* Problem details:
A single figure is wanted: the count of lines below containing the string "song".

┌─ Records for this task

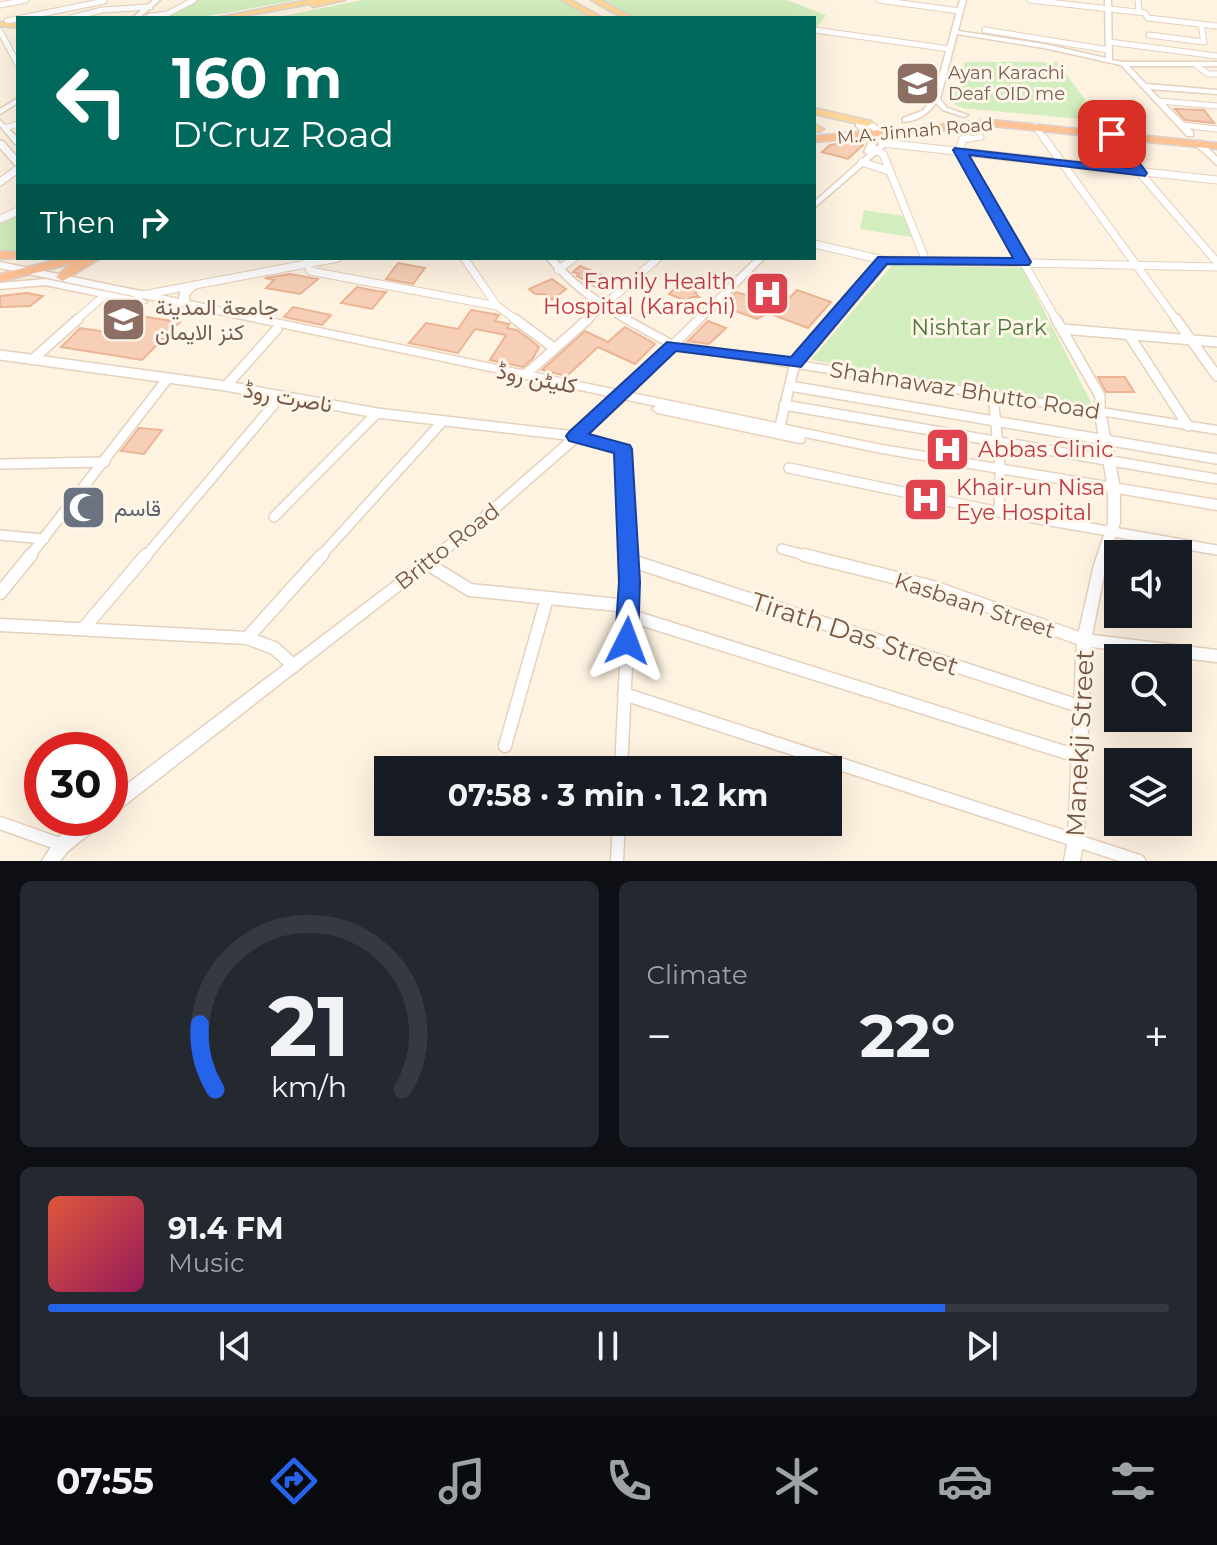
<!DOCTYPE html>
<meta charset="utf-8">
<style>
body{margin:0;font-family:Montserrat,Vazirmatn,sans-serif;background:#242831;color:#f1f3f6;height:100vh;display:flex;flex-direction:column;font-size:30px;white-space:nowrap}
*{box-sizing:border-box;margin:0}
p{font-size:26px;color:#9ea1a6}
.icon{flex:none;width:44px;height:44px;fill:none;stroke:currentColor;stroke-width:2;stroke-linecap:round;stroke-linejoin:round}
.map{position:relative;height:861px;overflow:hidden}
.panel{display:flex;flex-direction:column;gap:20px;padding:20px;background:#0d0f14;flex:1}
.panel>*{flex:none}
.hud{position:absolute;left:16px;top:16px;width:800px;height:244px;border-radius:0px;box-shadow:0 8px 32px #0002;background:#00695c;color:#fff;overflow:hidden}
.controls{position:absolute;left:1104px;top:540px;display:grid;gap:16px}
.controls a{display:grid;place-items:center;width:88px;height:88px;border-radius:0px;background:#171b24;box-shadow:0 8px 32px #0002;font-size:40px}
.speed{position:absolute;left:24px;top:732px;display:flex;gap:16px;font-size:40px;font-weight:700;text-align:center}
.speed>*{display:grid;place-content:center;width:104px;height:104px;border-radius:50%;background:#171b24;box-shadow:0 8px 32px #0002;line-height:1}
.speed .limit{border:12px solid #d22;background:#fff;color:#111}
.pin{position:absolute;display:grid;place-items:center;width:68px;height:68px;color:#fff;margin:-34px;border-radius:16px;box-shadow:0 4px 12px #0006}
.me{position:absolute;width:88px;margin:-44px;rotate:3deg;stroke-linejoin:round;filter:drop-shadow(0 0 6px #0008)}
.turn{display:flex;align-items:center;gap:28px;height:168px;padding:0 24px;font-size:36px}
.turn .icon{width:104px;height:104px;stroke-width:2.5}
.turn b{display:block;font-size:56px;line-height:68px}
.then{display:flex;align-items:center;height:76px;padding:0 24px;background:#0003;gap:16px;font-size:30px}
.big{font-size:60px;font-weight:700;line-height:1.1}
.panel .tile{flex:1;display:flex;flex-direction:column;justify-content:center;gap:12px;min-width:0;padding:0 28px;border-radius:12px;background:#242831}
.panel .dial{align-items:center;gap:0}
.dial svg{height:208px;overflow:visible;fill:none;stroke:#363941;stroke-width:7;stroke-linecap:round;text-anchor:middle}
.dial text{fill:#f1f3f6;stroke:none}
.song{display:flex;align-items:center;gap:24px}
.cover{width:96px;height:96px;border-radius:12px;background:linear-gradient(135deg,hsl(10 70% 55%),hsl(330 70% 35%))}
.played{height:8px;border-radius:4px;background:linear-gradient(90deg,#2563eb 80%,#363941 80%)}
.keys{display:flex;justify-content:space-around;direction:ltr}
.heat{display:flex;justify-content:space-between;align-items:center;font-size:44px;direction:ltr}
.panel .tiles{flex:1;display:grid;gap:20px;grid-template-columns:1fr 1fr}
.tile:last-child{grid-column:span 2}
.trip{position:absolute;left:374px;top:756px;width:468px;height:80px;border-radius:0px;background:#171b24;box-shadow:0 8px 32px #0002;font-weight:700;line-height:80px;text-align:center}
.tab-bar{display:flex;height:128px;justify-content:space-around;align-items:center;background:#090b0e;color:#9ea1a6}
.tab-bar .icon{width:56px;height:56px}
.tab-bar .active{color:#2563eb}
.tab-bar b{font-size:36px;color:#f1f3f6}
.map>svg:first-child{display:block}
.green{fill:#d2edbe}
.building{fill:#f7cfb6;stroke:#ebb495;stroke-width:2}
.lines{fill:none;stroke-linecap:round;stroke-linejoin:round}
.minor-far3-casing{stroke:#e6d0be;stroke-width:7}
.minor-far2-casing{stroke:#e6d0be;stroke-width:9}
.minor-far1-casing{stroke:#e6d0be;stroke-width:12}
.minor-casing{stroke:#e6d0be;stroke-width:15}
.tertiary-casing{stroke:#e6d0be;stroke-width:3}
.secondary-casing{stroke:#ebd1bb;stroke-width:3}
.primary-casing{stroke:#dcd3cf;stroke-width:3}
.trunk-casing{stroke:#dcd3cf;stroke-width:3}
.minor-far3{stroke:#fff;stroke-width:5}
.minor-far2{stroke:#fff;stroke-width:7}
.minor-far1{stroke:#fff;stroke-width:9}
.minor{stroke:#fff;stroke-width:12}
.tertiary{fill:#fff;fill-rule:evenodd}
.secondary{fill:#fff;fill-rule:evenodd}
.primary{fill:#ffd798;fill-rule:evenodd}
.trunk{fill:#ffc295;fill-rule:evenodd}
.route{fill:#2563eb;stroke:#184099;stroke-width:2}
.labels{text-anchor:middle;stroke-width:6;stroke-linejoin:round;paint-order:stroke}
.far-education-label{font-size:18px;fill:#785e54;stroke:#fff6ea;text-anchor:start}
.far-street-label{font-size:18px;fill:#785745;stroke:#fff6ea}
.health-label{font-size:22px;fill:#be3a42;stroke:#fff6ea;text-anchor:start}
.education-label{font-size:22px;fill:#785e54;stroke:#fff6ea;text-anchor:start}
.park-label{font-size:22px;fill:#4d7a3a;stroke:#fff6ea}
.street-label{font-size:22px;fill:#785745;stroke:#fff6ea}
.worship-label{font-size:22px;fill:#5b616d;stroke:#fff6ea;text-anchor:start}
.near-street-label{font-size:26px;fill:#785745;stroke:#fff6ea}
</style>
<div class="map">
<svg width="1217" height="861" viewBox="0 0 1217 861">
<rect width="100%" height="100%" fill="#fef3e1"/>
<path class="green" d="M197 0H297L197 18 158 17Z
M363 0H563L595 18H273Z
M604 0H787L826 15 814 31V18H635Z
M965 62H1057L1101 121 962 108 954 104 953 99Z
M864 210 909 217 917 238 860 229Z
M18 211V256L0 255V220Z
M892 265 1022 268 1094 408 811 360Z"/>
<path class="building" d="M1175 109 1204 110 1214 123 1185 120Z
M858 141 863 145 848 159 822 152 830 145Z
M398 263 425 268 413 284 386 279Z
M580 266 615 280 603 291 577 276 579 274 573 272Z
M290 274 318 279 300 294 266 288 274 280 265 278Z
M552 279 566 289 552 300 545 294H535L529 289Z
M688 283 701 288 695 293 699 297H691L686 301 669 294 679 285 683 287Z
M357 287 376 291 386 292 372 309 341 303Z
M797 290 831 302 808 328 768 313 757 319 722 306 736 292 757 298 778 310Z
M27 293 43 296 30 306 0 307V296Z
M293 307 331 315 322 325 284 317Z
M471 310 499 315 495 321 509 324 507 328 517 330 532 341 539 347 533 358 523 367 490 360 506 335 475 329 458 353 409 343 426 323 458 329Z
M139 316 180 322 142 360 61 347 80 328 120 334Z
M708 321 726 328 709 344 688 341Z
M625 327 655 344 635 364 598 347 567 376 542 370 585 331 608 342Z
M1098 377H1125L1134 392H1106Z
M139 428 162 430 144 454 121 451Z"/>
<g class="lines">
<defs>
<path id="minor-far3" d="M879 0 960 11
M1030 0 1145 13 1148 18 1217 26
M1138 0 1139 12
M0 5 26 0
M150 16 167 14 194 0
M71 18 102 10 150 7
M7 21 104 1
M815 30 949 49
M985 30 1109 50
M0 31 18 65
M1149 35 1204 42 1201 24
M1109 42 1217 56
M1195 64 1208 74H1217
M1159 101 1217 106
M1181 125 1217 129
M1035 126 1045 140
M5 128 18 124
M1112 134 1117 140
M962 140 981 137"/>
<path id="minor-far2" d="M968 138 963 139 959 150 1057 321
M1044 138 1177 321
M1115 138 1140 173 1217 262
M883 143 1217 180
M872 148 883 154 926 261
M862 162 889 171
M0 182 18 169
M0 219 18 211
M814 244 883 260 1217 267
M306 258 310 271 497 306
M464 258 497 306 518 321
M558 270 574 258
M137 296 338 258
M75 321 105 295
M586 321 658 258
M830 321 883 260"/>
<path id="minor-far1" d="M515 319 554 348
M1056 319 1100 396V412
M1176 319 1217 376
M1062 329 1217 342
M1129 335 1188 426
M0 355 226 386 377 413 575 436 623 449 629 557
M32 360 78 319
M525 375 588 319
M226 386 277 329
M790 386 1217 459
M993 395 1000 467
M784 405 1217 479
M780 426 795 363 832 319
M0 464 105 462
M789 468 999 512 1217 550
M999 512 1000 475
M274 517 377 413
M0 535 44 539
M782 549 812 557
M29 557 168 378
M145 557 281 396
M320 557 442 422"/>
<path id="minor" d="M804 555 933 587 1084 640 1217 656
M629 560 1082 707
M426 563 470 590 628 606
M0 593 31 555
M628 615 1080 757
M0 625 247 638 274 648 294 666
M83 629 146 555
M247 638 322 555
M624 694 1139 861
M505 746 547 598
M621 770 630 582 629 555
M0 823 62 845
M617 861 619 822"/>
<path id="tertiary" d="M960 0H966L958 31 1044 44 1106 58 1105 0H1111L1112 60 1123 62H1217V66H1129L1146 84 1217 90V94L1150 89 1193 132V136H1187L1121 65 1044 48 957 34 940 99 947 108 968 115 964 117 943 110 936 103C928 114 918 121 903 122V118L922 111 933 99Z
M18 98V103L0 114V109Z
M0 120 18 138V144H15L0 126Z
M865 121C878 121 883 134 887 145L814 208V202L868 154 864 152 870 140 856 126V122H862L878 140 873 150 879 145 876 133 865 125Z
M0 141H3L18 158V165H15L0 148Z
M546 258H555C586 296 629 317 672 340L756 258H765L681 343 1217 426V434L1106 416 1120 488V523L1106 565 1091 640 1084 839 1080 861H1064L1068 839 1077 640 1094 565 1108 523V488L1095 415 676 349 621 404 475 532 116 812 110 815V797L467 526 613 398 667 346C622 321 577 299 546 258Z
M83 818H104L102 824 68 851 60 861H42L56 839Z"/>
<path id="secondary" d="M153 0H160L139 18H132Z
M1195 141H1201L1217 157V165L1195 145Z
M0 262 179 299 180 292 195 281 200 284 189 295V301L882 445 1217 500V510L882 453 805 437 804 442 800 443 658 413 652 409 656 406 0 268Z
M45 279 142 299 147 302 142 305 45 285 0 289V283Z"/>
<path id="primary" d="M308 0H345L313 7 310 4 233 18H216Z
M562 0H571L603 18H593Z
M591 0H601L633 18H623Z
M0 22 18 24V28L0 26Z
M814 108 871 121 873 123 868 126 814 114Z
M814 124 824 129 819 132 814 130Z"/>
<path id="trunk" d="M992 120 1217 143V149L992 126 814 142V136Z
M0 251 18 252V258H23L0 259Z
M63 258H101L63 281 56 277 70 264 0 282V274Z"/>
</defs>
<use href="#minor-far3" class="minor-far3-casing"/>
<use href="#minor-far2" class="minor-far2-casing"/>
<use href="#minor-far1" class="minor-far1-casing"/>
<use href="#minor" class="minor-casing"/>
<use href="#tertiary" class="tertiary-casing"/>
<use href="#secondary" class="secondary-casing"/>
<use href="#primary" class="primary-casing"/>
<use href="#trunk" class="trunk-casing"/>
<use href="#minor-far3" class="minor-far3"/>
<use href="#minor-far2" class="minor-far2"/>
<use href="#minor-far1" class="minor-far1"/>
<use href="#minor" class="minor"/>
<use href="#tertiary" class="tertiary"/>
<use href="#secondary" class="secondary"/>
<use href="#primary" class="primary"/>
<use href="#trunk" class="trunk"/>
</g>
<path class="route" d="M1107 131H1116L1147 173 1145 176 969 155 1031 262 1029 265 887 264 801 367 676 351 589 434 630 445 632 449 640 582 638 641 635 648 627 651 619 648 615 641 619 582 614 453 569 441 566 436 569 432 667 342 791 357 878 257 1013 258 953 150 955 148 1130 168 1106 134Z"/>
<defs>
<symbol id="university-square" viewBox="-11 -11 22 22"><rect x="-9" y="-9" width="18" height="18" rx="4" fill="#8d6e63" stroke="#fff6ea"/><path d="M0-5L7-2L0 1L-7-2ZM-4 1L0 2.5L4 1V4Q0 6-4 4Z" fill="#fff"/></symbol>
<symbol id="hospital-square" viewBox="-11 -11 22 22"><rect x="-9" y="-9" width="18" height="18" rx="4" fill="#e0444e" stroke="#fff6ea"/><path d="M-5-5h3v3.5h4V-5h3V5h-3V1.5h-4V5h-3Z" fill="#fff"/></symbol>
<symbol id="mosque-square" viewBox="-11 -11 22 22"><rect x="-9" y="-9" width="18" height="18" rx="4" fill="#6b7280" stroke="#fff6ea"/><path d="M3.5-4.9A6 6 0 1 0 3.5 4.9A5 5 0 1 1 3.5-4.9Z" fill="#fff"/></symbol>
</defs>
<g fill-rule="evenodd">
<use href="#university-square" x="892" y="58" width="51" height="51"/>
<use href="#hospital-square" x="742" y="268" width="51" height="51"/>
<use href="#university-square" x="98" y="294" width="51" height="51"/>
<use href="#hospital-square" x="922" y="424" width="51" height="51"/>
<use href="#hospital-square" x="900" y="474" width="51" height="51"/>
<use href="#mosque-square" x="58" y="482" width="51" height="51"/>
</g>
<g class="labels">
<g class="far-education-label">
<text x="948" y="79">Ayan Karachi<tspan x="948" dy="21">Deaf OID me</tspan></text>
</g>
<g class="far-street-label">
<text transform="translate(915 131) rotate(-5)" y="6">M.A. Jinnah Road</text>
</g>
<g class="health-label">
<text x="736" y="289" text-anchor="end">Family Health<tspan x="736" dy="25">Hospital (Karachi)</tspan></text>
<text x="978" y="457">Abbas Clinic</text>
<text x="956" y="495">Khair-un Nisa<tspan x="956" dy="25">Eye Hospital</tspan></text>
</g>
<g class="education-label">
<text x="155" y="315">جامعة المدينة<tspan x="155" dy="25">كنز الايمان</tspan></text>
</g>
<g class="park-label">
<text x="979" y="335">Nishtar Park</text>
</g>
<g class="street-label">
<text transform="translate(537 378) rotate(11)" y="8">کلیٹن روڈ</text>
<text transform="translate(965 390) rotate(9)" y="8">Shahnawaz Bhutto Road</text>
<text transform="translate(288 397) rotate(10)" y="8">ناصرت روڈ</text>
<text transform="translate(447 546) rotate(-38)" y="8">Britto Road</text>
<text transform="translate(975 605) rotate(18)" y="8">Kasbaan Street</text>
</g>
<g class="worship-label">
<text x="114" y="516">قاسم</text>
</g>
<g class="near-street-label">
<text transform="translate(855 634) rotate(18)" y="9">Tirath Das Street</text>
<text transform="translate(1080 743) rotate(-87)" y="9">Manekji Street</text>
</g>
</g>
</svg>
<div class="controls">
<a><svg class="icon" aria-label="sound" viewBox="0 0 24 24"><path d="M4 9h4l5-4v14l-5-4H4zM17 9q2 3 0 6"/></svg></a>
<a><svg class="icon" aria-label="search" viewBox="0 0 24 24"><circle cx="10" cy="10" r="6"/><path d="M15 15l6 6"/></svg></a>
<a><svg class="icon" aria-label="layers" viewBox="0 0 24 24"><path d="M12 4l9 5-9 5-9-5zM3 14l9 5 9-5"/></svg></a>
</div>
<div class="speed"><div class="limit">30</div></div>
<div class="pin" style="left:1112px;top:134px;background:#d93025"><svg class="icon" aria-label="arrive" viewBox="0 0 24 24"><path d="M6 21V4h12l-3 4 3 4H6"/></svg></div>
<svg class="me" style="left:627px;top:641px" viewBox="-20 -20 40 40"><path d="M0-17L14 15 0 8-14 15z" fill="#2563eb" stroke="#fff" stroke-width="4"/></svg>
<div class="trip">07:58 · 3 min · 1.2 km</div>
<div class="hud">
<div class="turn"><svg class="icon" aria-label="left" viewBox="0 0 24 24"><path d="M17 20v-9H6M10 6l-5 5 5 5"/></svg><div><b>160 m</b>D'Cruz Road</div></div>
<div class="then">Then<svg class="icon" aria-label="right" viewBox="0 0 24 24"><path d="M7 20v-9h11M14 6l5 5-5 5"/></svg></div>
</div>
</div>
<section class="panel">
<div class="tiles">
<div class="tile dial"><svg viewBox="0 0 100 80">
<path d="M14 69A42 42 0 1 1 86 69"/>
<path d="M14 69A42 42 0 0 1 8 44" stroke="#2563eb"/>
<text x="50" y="56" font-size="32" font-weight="700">21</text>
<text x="50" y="72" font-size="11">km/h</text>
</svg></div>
<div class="tile"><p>Climate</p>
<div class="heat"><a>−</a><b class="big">22°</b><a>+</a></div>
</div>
<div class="tile">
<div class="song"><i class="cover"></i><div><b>91.4 FM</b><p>Music</p></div></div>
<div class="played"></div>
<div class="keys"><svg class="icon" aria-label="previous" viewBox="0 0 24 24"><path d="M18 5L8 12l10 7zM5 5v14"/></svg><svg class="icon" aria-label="pause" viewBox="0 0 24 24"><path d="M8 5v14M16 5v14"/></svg><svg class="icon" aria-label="next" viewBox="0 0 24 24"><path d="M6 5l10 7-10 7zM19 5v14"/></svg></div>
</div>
</div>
</section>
<nav class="tab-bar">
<b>07:55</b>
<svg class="icon active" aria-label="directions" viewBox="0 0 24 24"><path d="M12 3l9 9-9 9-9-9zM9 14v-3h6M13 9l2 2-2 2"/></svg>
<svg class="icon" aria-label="music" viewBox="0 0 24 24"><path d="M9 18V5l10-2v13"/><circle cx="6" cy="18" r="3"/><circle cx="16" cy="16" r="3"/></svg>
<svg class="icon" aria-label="phone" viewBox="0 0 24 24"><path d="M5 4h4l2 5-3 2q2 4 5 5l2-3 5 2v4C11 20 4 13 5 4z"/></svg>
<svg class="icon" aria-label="climate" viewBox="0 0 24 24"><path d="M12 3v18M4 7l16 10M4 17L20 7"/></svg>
<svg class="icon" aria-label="car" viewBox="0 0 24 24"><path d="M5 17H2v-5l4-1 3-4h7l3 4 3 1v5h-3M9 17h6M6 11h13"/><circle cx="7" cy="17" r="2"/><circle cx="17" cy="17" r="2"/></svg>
<svg class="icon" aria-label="filters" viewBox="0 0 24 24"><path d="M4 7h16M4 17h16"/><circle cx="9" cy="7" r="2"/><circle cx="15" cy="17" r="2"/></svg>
</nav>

└─

* The completed task:
2